── DATA ──

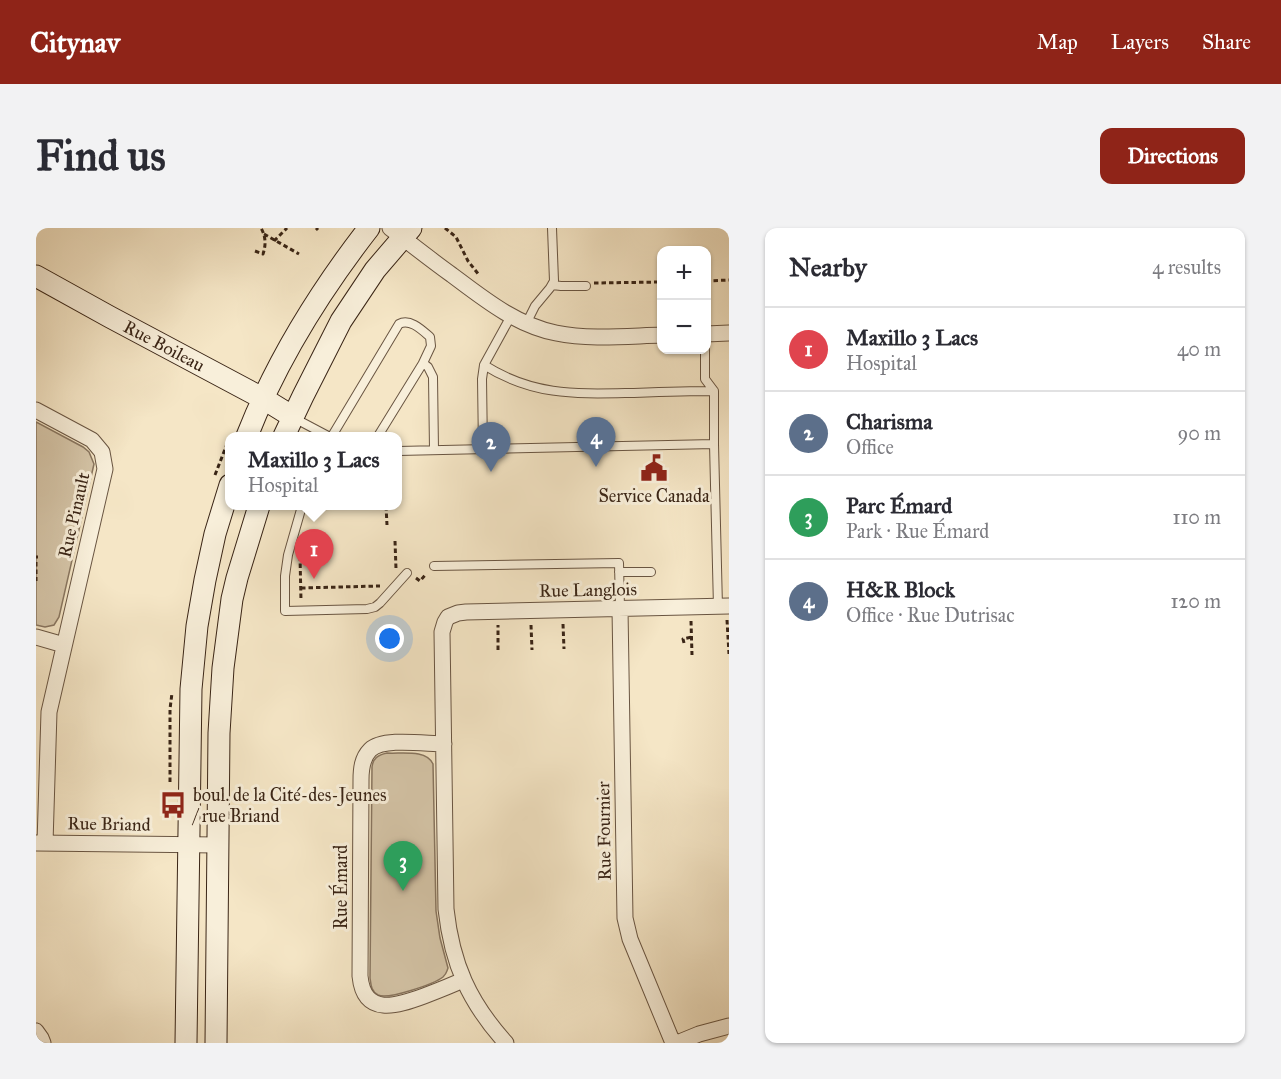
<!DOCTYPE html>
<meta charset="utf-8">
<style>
:root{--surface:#fff;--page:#f2f2f3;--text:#2b2b33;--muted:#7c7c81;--line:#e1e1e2;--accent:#8f2418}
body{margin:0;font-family:"IM FELL Great Primer",serif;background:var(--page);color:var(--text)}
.controls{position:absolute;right:18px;top:18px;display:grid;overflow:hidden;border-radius:12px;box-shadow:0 2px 4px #0004}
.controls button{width:54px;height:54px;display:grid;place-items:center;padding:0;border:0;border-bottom:2px solid var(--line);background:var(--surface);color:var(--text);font:30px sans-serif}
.you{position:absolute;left:354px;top:411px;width:21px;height:21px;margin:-15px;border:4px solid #fff;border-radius:50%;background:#1a73e8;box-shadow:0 0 0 9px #1a73e833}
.badge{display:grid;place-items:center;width:39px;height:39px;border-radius:50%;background:var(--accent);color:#fff;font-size:20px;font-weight:700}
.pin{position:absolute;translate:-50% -50px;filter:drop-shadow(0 2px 3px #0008)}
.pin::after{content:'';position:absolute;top:32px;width:21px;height:18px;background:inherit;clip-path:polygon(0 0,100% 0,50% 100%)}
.popup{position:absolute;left:189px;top:204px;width:177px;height:78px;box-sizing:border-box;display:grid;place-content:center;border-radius:12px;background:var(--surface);filter:drop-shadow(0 2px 4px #0005);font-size:20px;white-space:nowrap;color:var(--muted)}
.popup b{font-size:22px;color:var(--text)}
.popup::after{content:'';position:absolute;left:50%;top:100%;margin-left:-12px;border:12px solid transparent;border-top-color:var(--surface)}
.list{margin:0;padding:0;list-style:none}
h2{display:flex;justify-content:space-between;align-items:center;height:78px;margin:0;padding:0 24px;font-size:26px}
h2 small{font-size:20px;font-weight:400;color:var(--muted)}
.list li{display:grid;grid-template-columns:39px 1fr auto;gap:18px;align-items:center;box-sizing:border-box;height:84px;padding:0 24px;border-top:2px solid var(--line)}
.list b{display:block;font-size:22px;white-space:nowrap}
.list p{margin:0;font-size:20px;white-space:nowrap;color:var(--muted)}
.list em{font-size:20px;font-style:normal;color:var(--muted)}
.map{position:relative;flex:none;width:693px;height:815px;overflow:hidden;border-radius:12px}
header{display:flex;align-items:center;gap:36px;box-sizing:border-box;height:84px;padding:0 30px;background:var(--accent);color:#fff}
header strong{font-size:28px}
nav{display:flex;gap:33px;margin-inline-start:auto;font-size:21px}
.intro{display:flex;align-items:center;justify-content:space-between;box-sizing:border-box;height:144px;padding:0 36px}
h1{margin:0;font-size:42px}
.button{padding:15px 27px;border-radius:12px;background:var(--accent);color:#fff;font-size:21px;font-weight:700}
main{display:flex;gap:36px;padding:0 36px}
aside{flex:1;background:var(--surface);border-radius:12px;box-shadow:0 2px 4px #0004}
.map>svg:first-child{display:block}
.green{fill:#d5c5a8;stroke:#88755f;stroke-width:1.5}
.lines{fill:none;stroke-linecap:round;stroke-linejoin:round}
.lane-casing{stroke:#695542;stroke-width:10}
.street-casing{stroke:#695542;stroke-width:17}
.secondary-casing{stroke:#3a2516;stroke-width:23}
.path{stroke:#3a2516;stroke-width:3;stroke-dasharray:4.5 3;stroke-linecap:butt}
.lane{stroke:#f8efda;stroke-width:8}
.street{stroke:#f8efda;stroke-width:15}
.secondary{stroke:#f8efda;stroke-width:21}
.labels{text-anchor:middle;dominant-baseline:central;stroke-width:6;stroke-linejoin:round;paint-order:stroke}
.street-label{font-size:18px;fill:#3a2516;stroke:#f8efda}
.poi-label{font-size:18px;fill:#3a2516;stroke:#f8efda}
</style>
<header>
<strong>Citynav</strong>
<nav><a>Map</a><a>Layers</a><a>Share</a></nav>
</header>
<div class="intro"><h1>Find us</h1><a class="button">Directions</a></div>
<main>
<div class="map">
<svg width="693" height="815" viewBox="0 0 693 815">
<rect width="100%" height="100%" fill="#f5e6c6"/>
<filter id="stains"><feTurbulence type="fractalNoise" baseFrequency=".00333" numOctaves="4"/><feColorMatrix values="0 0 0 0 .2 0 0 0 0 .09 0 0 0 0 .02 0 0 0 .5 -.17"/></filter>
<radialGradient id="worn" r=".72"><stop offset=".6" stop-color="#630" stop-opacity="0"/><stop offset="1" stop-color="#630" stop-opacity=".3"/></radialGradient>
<!-- green -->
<path class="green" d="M0 194 47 219 53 224 58 236 23 389 18 397 9 399 0 397Z
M351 525C365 526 390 521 397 536L400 683 404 710 412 740C410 745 411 745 407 749 398 756 352 772 342 767 335 763 335 757 334 750L336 539C337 530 342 527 351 525Z"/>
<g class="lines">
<defs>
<path id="lane" d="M516 57 525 58H550
M475 88 448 137C497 168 540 166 595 165 623 164 650 163 678 163
M490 96 499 78 514 60 518 53 516 0
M258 190 292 208
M296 208 363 96C374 90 386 102 394 109L395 118 387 135
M342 208 387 135 392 139 397 149 398 222
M678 216 682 379
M447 221 446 151 448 137
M362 223 678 216V163L669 151V122
M266 278 252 327 249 348V383L331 381 339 379 344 375 371 345
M398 338 583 335 584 381
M583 344H615"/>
<path id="street" d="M354 0C375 16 395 32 416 47 448 71 480 97 520 105 554 112 591 108 626 107
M670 106 693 105
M0 182 56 212 66 224 69 241 13 484 9 615
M584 381 589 690 594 711 637 815
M0 409 28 417
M408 516C390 516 347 509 334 522 326 530 325 541 325 552L324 748C328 789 361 778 388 768 401 763 414 758 427 752
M0 615 182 617
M0 803 5 810 7 815
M470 815C433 774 416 736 410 681L406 404 409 394 412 389 422 385 430 384 693 378
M641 815 663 806 693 798"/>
<path id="secondary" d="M0 48 74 89 228 171 257 189
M211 208C240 134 284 63 333 0
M248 208 267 168 305 93 339 42 375 0
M150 815 155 461 161 398 169 352 179 306 194 257
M180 815 183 505 187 440 196 371 201 350 223 278"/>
</defs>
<!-- lane casing -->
<use href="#lane" class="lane-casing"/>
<!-- street casing -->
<use href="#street" class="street-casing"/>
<!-- secondary casing -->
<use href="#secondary" class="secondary-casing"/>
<!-- path -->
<path class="path" d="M280 0 282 2
M409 0 420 9 432 33 443 47
M228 6 263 26
M238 13 251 0
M219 23 227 26C230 17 230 9 225 0
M670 53 693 52
M558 55 626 54
M179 247 193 211
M350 278 351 297
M359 313 360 341
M264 328 265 373
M0 329H2
M0 334V353
M380 350 384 353 390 346
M265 360 344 358
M691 392 693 426
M655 393 656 427
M527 396 528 421
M495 397 496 422
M648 415 647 411 656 409
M462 422V397
M134 554V481L136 465"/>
<!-- lane -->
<use href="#lane" class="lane"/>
<!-- street -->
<use href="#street" class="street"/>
<!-- secondary -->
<use href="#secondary" class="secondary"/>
</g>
<!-- icons -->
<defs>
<symbol id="civic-bare" viewBox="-9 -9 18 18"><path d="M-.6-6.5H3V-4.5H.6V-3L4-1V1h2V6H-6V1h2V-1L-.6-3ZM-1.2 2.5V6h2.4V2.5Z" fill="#8f2418" stroke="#f8efda" stroke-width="2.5" paint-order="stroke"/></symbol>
<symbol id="bus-bare" viewBox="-9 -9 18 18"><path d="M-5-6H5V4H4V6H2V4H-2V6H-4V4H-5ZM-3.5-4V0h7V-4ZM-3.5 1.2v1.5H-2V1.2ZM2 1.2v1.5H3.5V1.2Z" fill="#8f2418" stroke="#f8efda" stroke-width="2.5" paint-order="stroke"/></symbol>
</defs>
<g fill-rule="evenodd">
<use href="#civic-bare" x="599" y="221" width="38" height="38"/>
<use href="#bus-bare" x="118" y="558" width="38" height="38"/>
</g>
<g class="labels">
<!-- street labels -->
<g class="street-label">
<text transform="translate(128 118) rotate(28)">Rue Boileau</text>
<text transform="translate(38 287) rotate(-77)">Rue Pinault</text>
<text transform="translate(552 362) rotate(-1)">Rue Langlois</text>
<text transform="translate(73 596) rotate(1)">Rue Briand</text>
<text transform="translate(568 603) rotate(-91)">Rue Fournier</text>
<text transform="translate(305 659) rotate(-90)">Rue Émard</text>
</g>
<!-- poi labels -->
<g class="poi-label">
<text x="618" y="268">Service Canada</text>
<text x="157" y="567" text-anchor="start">boul. de la Cité-des-Jeunes<tspan x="157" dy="21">/ rue Briand</tspan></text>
</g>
</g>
<rect width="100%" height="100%" filter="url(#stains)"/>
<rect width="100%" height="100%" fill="url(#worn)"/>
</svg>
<div class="controls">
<button>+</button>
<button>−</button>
</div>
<div class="you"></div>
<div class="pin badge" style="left:278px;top:351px;background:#e0444e">1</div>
<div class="popup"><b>Maxillo 3 Lacs</b>Hospital</div>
<div class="pin badge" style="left:455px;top:244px;background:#5c6f8a">2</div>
<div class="pin badge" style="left:367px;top:663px;background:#2e9e5b">3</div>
<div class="pin badge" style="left:560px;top:239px;background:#5c6f8a">4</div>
</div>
<aside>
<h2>Nearby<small>4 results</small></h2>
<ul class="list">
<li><span class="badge" style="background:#e0444e">1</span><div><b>Maxillo 3 Lacs</b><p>Hospital</p></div><em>40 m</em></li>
<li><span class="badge" style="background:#5c6f8a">2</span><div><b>Charisma</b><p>Office</p></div><em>90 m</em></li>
<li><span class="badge" style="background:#2e9e5b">3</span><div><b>Parc Émard</b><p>Park · Rue Émard</p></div><em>110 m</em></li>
<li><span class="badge" style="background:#5c6f8a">4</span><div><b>H&amp;R Block</b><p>Office · Rue Dutrisac</p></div><em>120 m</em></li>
</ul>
</aside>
</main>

───

**PROBLEM**
This exercise requires the lines of the entries containing the string "overflow".

**SOLUTION TO THE PROBLEM**
.controls{position:absolute;right:18px;top:18px;display:grid;overflow:hidden;border-radius:12px;box-shadow:0 2px 4px #0004}
.map{position:relative;flex:none;width:693px;height:815px;overflow:hidden;border-radius:12px}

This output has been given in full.